◆ **Task directions**
Copy every line that contains the string "nowrap" from the entries below.

◆ **Information shown**
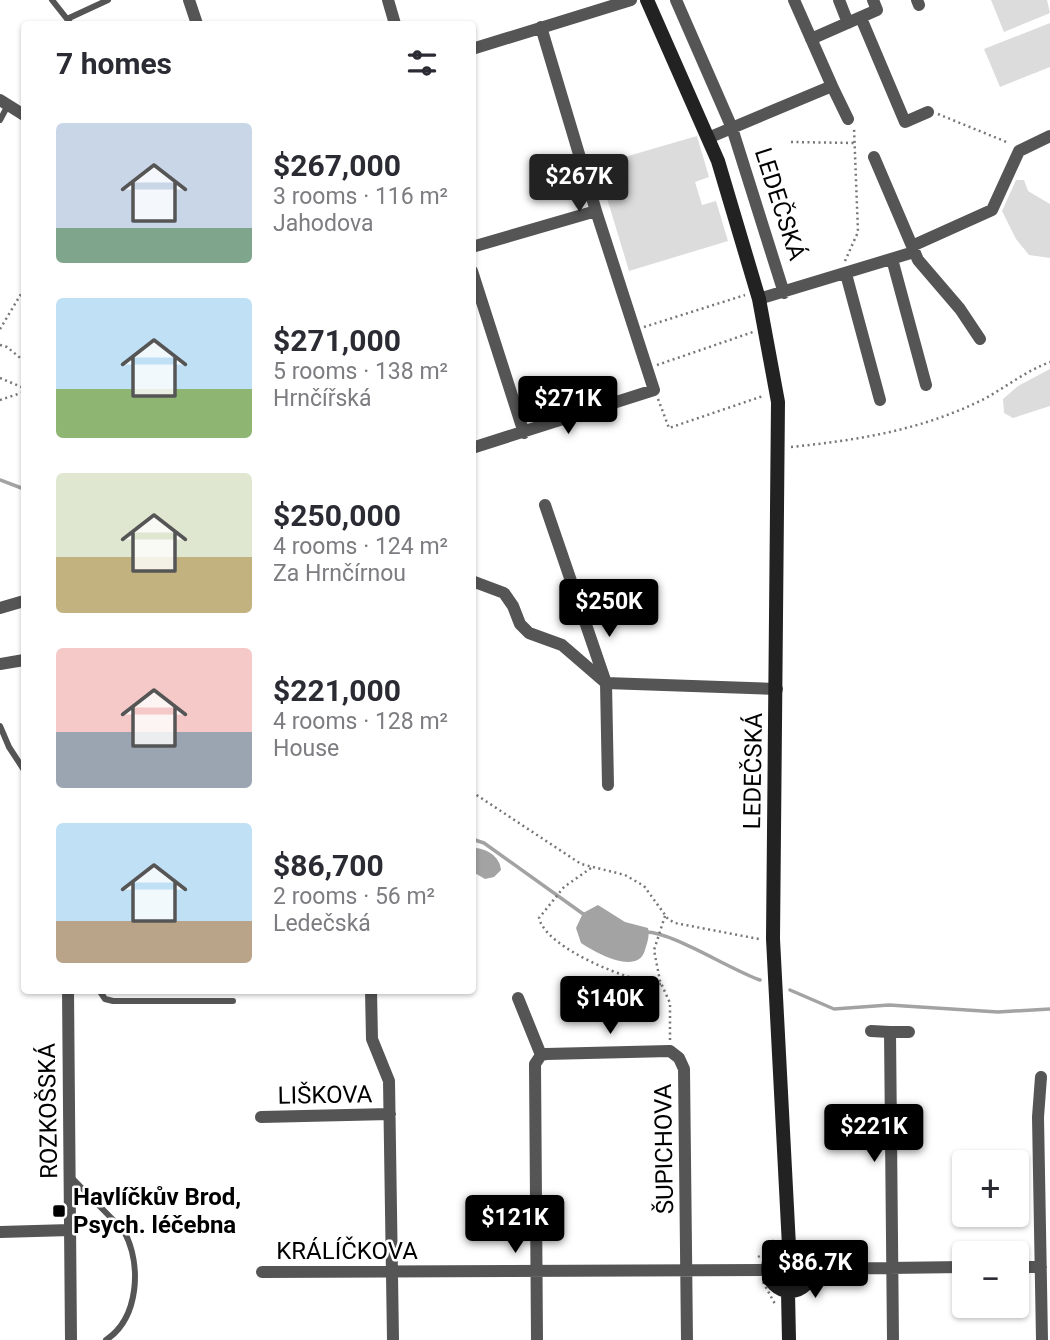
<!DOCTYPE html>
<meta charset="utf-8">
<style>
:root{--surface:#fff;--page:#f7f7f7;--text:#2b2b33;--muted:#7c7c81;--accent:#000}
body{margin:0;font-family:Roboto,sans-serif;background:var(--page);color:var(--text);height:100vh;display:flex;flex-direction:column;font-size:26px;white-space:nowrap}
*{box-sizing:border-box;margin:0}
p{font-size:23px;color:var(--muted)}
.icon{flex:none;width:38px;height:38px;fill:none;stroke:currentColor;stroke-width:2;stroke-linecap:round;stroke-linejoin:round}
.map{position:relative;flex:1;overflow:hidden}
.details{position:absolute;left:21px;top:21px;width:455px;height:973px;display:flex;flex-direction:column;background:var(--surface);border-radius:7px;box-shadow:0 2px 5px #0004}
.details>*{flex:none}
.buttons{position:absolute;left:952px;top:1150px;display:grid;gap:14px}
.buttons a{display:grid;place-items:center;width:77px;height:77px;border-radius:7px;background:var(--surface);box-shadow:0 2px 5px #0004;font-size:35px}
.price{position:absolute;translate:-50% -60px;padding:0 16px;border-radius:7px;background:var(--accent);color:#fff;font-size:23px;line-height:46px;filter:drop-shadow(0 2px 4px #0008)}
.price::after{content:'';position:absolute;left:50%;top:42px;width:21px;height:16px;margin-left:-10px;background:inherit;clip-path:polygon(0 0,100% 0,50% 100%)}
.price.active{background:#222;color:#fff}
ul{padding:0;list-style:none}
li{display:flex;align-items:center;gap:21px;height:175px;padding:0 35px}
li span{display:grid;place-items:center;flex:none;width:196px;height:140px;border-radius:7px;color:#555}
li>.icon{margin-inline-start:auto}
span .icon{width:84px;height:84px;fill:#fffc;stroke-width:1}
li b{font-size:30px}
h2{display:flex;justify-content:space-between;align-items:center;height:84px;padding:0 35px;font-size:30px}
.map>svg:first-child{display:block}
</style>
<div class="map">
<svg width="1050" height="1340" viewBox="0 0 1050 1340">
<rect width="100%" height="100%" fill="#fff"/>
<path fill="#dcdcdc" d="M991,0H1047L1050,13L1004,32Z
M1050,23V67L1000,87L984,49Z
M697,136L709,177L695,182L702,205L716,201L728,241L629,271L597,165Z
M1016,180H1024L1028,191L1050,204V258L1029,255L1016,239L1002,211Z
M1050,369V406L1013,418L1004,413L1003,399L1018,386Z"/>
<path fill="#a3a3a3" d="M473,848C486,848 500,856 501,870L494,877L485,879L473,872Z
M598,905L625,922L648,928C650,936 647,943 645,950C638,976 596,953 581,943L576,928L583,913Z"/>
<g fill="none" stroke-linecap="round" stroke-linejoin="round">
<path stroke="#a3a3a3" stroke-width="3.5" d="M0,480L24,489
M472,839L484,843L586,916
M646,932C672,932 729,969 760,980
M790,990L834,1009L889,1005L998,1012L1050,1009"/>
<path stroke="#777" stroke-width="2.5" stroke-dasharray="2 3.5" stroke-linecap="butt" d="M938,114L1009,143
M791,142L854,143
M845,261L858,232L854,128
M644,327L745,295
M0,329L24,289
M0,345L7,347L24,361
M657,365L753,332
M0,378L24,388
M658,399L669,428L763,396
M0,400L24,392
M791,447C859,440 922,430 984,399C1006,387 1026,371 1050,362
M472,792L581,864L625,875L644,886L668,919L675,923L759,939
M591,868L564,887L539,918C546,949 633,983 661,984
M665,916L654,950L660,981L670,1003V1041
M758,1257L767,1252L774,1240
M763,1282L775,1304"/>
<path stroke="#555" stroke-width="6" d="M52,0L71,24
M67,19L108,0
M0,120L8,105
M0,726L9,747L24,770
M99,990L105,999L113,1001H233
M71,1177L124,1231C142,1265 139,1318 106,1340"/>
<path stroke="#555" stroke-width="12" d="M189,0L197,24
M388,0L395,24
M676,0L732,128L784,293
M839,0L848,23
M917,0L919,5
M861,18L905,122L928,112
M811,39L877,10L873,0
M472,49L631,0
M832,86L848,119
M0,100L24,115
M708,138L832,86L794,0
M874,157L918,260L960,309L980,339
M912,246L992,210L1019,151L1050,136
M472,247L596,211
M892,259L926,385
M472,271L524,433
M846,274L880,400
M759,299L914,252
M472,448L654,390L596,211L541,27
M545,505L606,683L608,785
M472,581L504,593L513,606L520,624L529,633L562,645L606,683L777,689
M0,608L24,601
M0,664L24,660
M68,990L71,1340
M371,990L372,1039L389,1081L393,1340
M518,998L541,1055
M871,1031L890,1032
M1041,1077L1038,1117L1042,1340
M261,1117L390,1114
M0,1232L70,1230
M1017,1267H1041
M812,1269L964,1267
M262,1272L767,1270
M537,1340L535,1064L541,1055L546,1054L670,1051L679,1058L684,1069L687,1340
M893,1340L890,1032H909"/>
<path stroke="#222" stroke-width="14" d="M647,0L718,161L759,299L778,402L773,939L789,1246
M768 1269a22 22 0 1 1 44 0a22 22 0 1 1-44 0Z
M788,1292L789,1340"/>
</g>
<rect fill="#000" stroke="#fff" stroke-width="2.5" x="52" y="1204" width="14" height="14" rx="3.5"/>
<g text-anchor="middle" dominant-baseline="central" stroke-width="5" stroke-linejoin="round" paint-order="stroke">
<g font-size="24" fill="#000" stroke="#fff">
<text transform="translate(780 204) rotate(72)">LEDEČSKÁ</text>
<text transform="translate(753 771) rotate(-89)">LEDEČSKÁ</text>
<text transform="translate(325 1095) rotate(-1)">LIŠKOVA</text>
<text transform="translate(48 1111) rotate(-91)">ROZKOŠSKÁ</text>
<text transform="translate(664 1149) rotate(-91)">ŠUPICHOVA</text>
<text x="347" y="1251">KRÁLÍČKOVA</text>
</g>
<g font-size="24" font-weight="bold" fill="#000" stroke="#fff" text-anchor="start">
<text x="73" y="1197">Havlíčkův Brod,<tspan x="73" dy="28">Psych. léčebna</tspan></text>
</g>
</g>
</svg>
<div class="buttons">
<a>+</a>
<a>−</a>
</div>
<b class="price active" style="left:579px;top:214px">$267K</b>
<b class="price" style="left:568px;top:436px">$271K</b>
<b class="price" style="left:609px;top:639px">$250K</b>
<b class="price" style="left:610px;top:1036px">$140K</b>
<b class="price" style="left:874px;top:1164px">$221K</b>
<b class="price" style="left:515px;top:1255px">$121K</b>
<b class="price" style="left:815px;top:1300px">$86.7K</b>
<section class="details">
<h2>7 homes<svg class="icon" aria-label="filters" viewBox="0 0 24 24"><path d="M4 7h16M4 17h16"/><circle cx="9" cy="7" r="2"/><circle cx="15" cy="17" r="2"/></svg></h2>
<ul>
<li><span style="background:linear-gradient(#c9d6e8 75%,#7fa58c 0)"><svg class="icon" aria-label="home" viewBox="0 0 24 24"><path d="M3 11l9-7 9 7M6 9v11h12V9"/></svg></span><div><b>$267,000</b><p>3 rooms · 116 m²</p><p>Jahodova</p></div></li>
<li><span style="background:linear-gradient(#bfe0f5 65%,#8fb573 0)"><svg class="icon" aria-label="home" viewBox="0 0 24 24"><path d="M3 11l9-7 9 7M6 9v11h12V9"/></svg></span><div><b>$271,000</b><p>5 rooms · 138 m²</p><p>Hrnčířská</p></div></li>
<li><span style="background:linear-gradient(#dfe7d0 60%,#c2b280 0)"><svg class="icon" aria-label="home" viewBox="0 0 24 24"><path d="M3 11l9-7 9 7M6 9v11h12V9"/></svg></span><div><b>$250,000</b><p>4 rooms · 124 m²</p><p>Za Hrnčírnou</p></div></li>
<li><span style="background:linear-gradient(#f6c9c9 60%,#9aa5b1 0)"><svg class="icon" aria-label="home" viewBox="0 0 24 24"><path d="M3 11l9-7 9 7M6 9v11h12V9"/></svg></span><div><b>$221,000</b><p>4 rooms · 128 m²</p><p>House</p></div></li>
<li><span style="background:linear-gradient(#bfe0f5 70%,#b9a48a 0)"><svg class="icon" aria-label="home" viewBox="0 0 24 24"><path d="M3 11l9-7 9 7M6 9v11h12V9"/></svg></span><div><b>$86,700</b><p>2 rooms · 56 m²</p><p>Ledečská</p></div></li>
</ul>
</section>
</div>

--

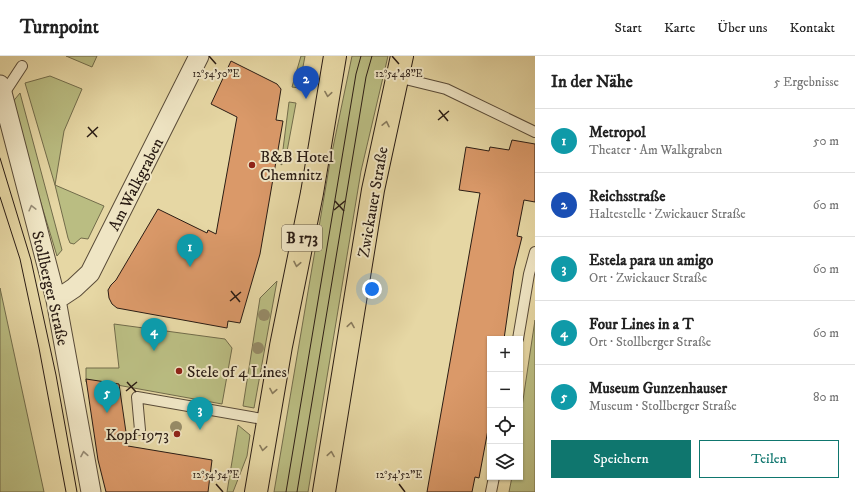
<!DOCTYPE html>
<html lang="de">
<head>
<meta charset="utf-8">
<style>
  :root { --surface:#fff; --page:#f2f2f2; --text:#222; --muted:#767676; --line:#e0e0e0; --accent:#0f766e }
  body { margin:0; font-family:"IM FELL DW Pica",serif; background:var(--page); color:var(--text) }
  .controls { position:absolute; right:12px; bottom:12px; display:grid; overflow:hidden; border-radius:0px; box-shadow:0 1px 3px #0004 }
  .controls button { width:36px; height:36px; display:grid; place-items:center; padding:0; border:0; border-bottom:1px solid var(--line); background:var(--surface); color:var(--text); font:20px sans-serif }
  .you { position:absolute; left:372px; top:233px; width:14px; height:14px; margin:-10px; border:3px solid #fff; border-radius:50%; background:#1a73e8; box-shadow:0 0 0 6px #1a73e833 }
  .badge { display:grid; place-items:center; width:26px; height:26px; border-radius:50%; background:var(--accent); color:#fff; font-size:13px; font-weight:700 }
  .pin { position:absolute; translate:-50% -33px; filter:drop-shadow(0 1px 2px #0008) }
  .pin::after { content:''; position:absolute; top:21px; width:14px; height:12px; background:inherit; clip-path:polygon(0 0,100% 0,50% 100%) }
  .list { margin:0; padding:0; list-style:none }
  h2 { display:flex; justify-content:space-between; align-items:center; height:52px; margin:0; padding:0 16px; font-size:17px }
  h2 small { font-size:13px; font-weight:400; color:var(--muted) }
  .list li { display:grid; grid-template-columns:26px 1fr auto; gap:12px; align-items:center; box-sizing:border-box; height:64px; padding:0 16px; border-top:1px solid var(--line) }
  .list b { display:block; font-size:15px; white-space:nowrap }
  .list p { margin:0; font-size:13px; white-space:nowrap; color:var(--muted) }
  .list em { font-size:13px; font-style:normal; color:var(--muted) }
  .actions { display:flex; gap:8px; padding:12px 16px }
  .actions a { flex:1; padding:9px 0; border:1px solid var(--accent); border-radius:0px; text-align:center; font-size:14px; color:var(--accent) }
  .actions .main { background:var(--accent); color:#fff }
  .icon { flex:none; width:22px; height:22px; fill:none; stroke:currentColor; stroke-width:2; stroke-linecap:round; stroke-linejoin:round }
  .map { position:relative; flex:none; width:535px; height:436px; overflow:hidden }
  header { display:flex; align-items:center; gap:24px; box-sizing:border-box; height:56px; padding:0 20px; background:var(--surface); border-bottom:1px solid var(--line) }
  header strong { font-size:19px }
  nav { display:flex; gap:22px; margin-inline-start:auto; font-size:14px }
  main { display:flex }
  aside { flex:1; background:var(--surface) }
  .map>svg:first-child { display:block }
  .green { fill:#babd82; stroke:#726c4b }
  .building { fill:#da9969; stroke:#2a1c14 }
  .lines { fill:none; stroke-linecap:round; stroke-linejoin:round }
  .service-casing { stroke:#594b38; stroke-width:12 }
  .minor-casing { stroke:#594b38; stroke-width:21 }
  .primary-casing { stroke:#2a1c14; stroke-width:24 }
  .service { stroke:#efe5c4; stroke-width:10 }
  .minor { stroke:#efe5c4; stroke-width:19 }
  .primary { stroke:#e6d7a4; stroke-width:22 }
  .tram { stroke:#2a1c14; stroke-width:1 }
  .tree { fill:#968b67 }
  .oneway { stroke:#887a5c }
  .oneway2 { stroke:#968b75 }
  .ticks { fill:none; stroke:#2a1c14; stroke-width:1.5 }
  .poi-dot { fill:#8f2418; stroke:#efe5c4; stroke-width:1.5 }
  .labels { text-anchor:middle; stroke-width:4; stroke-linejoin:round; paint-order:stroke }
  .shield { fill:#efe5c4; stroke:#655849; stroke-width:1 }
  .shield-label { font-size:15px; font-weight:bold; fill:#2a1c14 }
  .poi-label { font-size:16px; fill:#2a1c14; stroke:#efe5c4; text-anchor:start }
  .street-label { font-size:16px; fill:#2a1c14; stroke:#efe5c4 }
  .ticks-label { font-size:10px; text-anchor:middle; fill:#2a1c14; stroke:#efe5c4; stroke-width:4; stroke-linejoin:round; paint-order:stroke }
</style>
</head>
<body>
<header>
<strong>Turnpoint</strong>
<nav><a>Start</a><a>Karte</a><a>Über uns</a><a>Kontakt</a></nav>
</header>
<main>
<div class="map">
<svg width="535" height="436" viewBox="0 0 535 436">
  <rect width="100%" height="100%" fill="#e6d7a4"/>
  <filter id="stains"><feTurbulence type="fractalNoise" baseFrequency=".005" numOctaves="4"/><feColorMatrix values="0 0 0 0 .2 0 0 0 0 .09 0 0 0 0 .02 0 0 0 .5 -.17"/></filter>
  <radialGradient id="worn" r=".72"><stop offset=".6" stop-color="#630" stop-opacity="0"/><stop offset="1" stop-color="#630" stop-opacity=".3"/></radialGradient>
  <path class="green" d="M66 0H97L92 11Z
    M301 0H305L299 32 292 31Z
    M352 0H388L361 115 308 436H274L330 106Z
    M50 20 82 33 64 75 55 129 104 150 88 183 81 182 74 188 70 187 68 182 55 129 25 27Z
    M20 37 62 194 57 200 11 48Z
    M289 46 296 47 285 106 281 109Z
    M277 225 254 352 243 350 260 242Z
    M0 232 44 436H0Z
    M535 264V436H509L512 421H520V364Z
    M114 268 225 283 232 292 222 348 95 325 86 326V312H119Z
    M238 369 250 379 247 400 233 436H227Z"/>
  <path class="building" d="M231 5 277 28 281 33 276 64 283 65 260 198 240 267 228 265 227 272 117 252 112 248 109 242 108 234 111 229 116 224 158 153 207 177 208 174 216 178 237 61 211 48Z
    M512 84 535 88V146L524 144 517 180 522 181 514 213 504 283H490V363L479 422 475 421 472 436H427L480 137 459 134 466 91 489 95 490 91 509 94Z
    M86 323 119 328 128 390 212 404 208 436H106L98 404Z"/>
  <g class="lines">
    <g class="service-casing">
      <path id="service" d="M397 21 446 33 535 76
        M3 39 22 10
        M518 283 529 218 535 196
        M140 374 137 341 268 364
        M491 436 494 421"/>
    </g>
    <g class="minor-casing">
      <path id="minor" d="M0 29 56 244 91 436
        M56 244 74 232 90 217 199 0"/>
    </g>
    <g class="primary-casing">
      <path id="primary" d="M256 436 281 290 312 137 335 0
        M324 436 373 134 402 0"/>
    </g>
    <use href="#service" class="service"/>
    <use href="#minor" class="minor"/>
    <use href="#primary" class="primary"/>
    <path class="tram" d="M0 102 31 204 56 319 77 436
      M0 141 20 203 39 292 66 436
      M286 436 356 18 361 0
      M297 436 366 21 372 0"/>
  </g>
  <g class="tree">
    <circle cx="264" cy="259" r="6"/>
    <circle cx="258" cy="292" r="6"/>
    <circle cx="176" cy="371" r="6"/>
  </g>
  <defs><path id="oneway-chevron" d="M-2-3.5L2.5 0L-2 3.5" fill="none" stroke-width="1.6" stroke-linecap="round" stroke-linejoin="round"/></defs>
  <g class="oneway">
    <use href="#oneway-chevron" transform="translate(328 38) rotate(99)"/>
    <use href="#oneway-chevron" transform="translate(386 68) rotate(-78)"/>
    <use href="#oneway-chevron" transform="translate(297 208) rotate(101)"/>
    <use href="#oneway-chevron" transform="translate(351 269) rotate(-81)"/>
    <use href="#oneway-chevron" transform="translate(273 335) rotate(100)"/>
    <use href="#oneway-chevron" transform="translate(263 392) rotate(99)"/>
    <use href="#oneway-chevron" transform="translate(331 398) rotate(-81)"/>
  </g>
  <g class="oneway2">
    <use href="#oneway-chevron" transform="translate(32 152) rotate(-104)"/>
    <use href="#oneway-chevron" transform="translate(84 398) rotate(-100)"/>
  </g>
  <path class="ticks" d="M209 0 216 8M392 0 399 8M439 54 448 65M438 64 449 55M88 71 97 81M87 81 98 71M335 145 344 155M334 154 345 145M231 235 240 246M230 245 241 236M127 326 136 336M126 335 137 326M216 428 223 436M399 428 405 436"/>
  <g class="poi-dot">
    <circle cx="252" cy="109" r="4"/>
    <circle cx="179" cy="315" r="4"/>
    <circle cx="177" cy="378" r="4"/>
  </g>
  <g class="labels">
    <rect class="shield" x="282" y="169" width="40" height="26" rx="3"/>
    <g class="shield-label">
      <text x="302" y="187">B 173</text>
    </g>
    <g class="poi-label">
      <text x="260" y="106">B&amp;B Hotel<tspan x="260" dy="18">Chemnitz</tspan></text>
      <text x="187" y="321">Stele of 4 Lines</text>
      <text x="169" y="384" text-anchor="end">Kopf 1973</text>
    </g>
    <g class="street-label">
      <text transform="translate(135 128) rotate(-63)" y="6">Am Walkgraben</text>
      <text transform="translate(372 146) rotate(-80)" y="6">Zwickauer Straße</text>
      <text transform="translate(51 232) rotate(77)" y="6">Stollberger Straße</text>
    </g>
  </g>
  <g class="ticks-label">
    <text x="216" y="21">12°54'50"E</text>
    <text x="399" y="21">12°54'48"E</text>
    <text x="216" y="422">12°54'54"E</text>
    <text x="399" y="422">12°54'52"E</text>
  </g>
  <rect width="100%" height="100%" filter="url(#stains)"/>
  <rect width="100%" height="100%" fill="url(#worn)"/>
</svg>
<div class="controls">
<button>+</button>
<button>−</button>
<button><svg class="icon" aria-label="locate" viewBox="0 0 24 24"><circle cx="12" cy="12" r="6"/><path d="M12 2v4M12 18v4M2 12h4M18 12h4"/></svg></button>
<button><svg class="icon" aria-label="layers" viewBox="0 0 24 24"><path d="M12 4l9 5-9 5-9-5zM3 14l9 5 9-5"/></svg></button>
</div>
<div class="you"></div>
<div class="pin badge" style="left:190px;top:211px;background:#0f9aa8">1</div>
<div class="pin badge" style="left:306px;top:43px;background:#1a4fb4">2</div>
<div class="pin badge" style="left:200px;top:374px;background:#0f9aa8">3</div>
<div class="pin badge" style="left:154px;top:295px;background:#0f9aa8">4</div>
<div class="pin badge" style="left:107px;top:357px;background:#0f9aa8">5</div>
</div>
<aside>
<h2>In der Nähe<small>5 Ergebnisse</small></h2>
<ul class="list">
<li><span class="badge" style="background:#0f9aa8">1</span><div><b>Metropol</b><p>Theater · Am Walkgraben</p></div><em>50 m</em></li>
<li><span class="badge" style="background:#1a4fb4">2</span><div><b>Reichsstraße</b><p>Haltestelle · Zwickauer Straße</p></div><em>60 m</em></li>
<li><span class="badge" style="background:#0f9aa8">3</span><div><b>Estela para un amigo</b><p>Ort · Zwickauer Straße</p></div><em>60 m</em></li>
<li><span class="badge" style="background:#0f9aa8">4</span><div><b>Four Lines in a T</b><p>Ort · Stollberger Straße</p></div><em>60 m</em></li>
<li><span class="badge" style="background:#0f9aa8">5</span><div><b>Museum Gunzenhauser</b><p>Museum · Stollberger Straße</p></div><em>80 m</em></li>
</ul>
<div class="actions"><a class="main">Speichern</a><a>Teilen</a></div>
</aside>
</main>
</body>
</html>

◆ **Solution to the exercise**
body{margin:0;font-family:Roboto,sans-serif;background:var(--page);color:var(--text);height:100vh;display:flex;flex-direction:column;font-size:26px;white-space:nowrap}
  .list b { display:block; font-size:15px; white-space:nowrap }
  .list p { margin:0; font-size:13px; white-space:nowrap; color:var(--muted) }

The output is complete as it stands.